> EXTRACTED ENTRIES
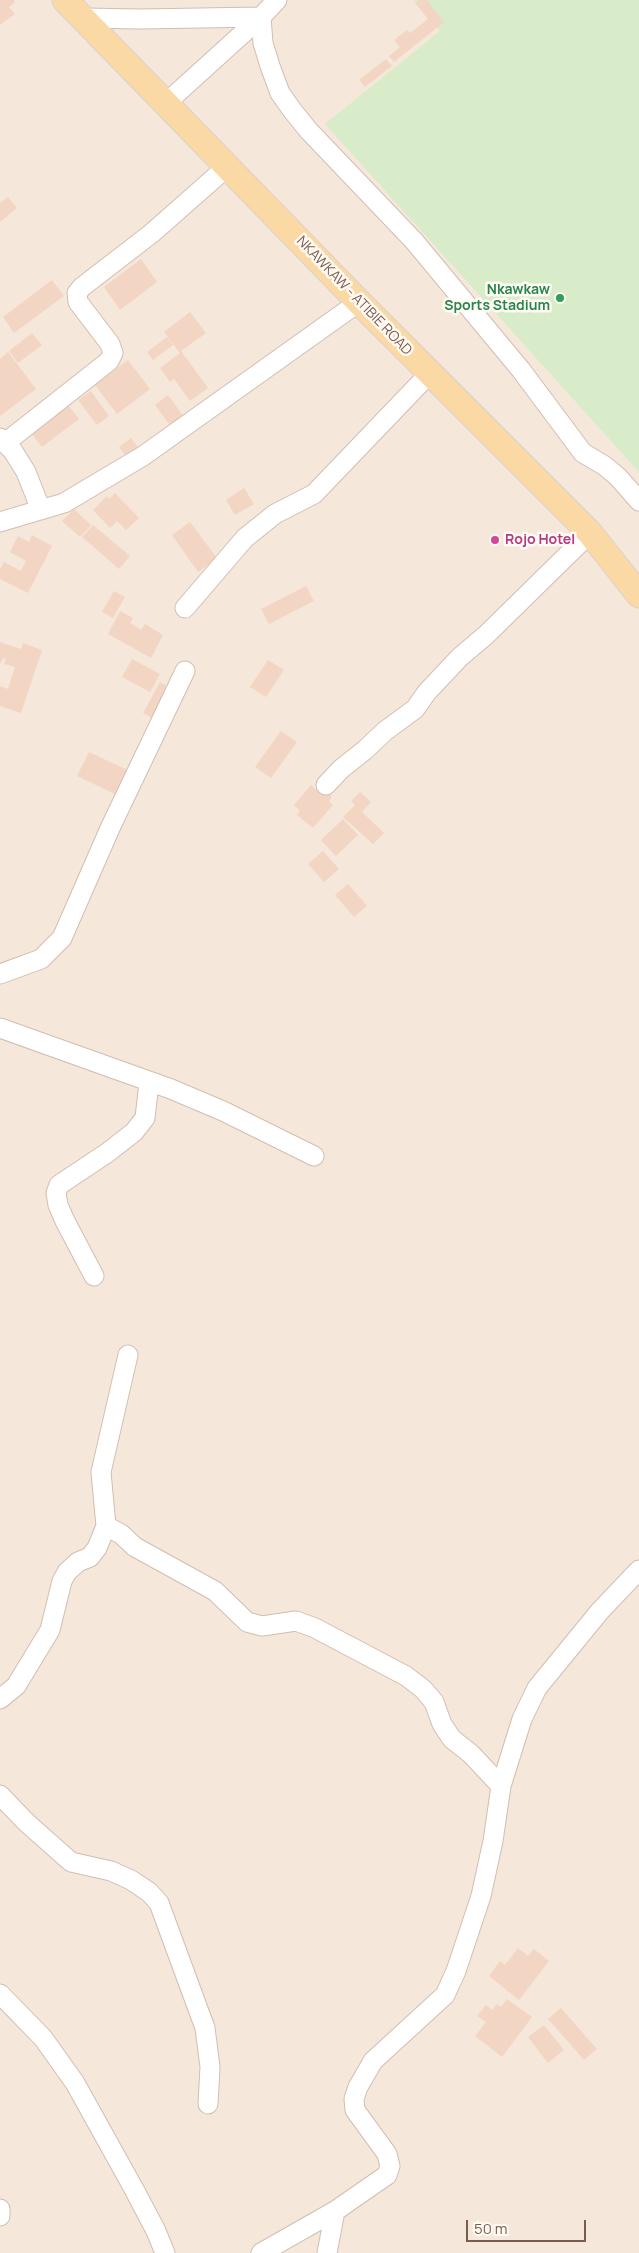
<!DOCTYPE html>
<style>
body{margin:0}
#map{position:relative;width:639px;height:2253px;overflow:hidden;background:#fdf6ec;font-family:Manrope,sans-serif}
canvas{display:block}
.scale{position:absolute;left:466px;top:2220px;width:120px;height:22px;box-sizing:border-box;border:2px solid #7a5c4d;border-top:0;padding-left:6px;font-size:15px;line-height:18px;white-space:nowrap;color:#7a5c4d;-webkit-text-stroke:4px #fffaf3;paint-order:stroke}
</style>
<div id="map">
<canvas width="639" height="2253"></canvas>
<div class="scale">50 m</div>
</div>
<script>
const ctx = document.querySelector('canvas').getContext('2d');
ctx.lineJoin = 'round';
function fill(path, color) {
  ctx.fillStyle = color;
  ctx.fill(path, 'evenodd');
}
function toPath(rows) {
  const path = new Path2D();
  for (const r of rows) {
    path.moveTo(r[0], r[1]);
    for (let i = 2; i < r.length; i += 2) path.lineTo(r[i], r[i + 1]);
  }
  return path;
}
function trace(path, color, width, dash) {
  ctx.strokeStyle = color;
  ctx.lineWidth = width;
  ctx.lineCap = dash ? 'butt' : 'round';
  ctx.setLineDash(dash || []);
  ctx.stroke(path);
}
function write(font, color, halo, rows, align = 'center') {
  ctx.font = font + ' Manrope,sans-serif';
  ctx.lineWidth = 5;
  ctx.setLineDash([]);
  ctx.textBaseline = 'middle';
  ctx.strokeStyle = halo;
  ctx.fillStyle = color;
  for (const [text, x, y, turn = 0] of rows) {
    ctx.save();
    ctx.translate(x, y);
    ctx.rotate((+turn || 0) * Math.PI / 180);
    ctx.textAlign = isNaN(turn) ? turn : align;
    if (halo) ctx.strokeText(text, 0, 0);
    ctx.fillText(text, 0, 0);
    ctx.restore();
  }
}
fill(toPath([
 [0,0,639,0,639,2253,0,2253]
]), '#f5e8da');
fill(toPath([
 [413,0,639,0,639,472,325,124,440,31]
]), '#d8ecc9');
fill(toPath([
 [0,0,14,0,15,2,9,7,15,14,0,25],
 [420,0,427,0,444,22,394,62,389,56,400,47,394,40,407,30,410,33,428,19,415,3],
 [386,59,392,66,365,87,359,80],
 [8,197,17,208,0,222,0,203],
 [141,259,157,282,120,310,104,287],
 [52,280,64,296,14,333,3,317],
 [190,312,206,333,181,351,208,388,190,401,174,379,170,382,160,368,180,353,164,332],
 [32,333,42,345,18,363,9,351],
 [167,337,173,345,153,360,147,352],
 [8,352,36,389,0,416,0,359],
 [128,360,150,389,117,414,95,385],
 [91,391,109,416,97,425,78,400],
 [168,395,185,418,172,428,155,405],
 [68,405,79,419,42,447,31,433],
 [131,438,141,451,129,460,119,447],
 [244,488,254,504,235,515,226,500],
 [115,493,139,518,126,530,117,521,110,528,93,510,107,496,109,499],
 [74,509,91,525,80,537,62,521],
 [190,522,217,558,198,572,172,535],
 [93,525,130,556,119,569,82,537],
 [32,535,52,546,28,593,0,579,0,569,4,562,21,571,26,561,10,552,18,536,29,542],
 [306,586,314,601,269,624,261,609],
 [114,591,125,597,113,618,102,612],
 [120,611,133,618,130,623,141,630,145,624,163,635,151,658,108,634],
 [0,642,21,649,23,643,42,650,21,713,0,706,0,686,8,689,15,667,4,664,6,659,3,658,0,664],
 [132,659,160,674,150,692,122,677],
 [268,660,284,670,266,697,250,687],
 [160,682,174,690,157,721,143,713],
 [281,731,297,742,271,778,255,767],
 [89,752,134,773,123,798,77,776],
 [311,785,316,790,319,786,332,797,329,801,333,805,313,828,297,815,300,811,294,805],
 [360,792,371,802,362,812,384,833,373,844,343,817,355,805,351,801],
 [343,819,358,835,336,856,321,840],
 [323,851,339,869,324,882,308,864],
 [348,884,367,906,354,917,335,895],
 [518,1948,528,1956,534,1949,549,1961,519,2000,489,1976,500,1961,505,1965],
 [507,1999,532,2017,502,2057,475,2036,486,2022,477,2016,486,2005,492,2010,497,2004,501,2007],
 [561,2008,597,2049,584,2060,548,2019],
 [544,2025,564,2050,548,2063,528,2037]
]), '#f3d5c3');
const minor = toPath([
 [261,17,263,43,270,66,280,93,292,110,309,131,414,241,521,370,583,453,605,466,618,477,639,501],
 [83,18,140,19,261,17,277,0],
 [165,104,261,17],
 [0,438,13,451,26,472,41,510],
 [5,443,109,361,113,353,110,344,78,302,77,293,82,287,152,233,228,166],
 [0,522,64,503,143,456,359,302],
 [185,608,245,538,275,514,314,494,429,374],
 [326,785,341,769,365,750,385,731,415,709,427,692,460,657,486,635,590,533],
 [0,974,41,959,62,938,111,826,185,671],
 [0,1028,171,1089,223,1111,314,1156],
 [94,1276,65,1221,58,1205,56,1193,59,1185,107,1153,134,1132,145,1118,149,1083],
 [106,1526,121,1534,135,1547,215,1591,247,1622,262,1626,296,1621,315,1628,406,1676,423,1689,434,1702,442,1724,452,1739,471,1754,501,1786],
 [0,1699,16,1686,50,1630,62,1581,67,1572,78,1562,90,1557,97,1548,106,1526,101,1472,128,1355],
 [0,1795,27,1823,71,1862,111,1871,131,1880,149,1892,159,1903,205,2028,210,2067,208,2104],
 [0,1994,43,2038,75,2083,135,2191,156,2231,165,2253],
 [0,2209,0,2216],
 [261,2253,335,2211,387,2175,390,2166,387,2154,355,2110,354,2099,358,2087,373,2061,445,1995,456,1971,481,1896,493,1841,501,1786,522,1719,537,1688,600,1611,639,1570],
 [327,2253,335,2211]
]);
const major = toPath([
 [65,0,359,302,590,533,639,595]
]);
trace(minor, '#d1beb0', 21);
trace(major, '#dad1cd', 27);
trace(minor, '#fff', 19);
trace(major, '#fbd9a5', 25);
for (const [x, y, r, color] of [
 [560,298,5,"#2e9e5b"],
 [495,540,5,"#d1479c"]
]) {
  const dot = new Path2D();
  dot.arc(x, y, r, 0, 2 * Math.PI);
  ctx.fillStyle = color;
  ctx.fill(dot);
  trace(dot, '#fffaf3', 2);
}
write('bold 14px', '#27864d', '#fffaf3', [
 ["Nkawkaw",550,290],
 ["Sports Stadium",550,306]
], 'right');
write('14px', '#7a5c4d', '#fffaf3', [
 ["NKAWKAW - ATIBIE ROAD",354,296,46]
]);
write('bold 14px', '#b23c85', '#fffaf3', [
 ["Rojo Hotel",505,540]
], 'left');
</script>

> DIRECTIONS FOR THIS TASK
The lines from the start of the records above through the line that holds "ctx.lineCap = dash ? 'butt' : 'round';" are to be copied exactly, both ends included, and no pictures are to be copied.

> RESPONSE
<!DOCTYPE html>
<style>
body{margin:0}
#map{position:relative;width:639px;height:2253px;overflow:hidden;background:#fdf6ec;font-family:Manrope,sans-serif}
canvas{display:block}
.scale{position:absolute;left:466px;top:2220px;width:120px;height:22px;box-sizing:border-box;border:2px solid #7a5c4d;border-top:0;padding-left:6px;font-size:15px;line-height:18px;white-space:nowrap;color:#7a5c4d;-webkit-text-stroke:4px #fffaf3;paint-order:stroke}
</style>
<div id="map">
<canvas width="639" height="2253"></canvas>
<div class="scale">50 m</div>
</div>
<script>
const ctx = document.querySelector('canvas').getContext('2d');
ctx.lineJoin = 'round';
function fill(path, color) {
  ctx.fillStyle = color;
  ctx.fill(path, 'evenodd');
}
function toPath(rows) {
  const path = new Path2D();
  for (const r of rows) {
    path.moveTo(r[0], r[1]);
    for (let i = 2; i < r.length; i += 2) path.lineTo(r[i], r[i + 1]);
  }
  return path;
}
function trace(path, color, width, dash) {
  ctx.strokeStyle = color;
  ctx.lineWidth = width;
  ctx.lineCap = dash ? 'butt' : 'round';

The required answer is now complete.